There may be a sidebar on pronoun use and mandates, content warnings, or accessibility options, but often held as an optional session (whether that is explicitly option or read as optional is a part of this). As I work through this and see positions and centers focused specifically on pedagogy cropping up and doing exciting work on how to build learning environments and care for the amazing and engaged humans who occupy them, I was mulling over a few things I hope to focus on myself and to put out to fellow graduate student-teachers, and those who are training us. Three quick thoughts to kick us off.

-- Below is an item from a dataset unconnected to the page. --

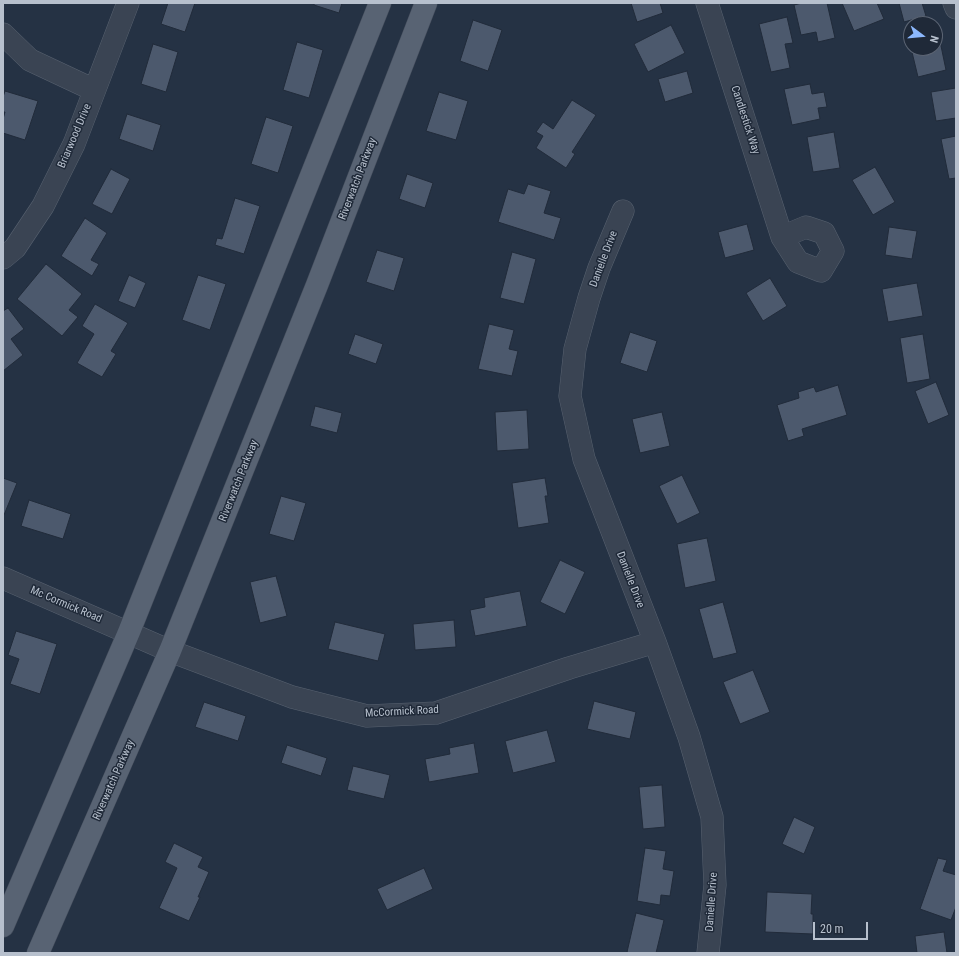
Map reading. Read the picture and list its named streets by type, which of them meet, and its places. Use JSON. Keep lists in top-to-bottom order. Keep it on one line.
{"streets":{"main road":["Riverwatch Parkway"],"street":["Candlestick Way","Briarwood Drive","Danielle Drive","Mc Cormick Road","McCormick Road"]},"crossings":[["Riverwatch Parkway","McCormick Road"],["Danielle Drive","McCormick Road"],["Mc Cormick Road","McCormick Road"]],"scale_bar":"20 m","north":"right"}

1. For the Teachers’ Teachers: Don’t sidebar the equity conversation. Put it smack dab in the middle of a mandatory session, not after the “main” teaching sections or completely apart from the conversations on facilitation and grading. Questions of diversity and inclusion are an essential part of those sessions, and don’t need to be separate. If you’re uncomfortable training on equity, bring in your specialized folks to sit and teach right alongside you in the “how to frame your place in your classroom” and “grading writing projects” sessions.
2. For the Teachers and their Teachers: An old but hackneyed conversation that just needs to be resaid in every teacher training: pronoun use is too often written off as complicated, but it is a simple matter of respect. You cannot build an effective learning environment without respecting your student’s fundamental identities. Pronoun use changes, as a nonbinary friend of mine who also just started teaching has reminded our fellow teachers multiple times. Listen, internalize, and again, respect what your student shares with you. Set the norm of sharing pronouns as a part of your introduction, but do not actively demand it from a student.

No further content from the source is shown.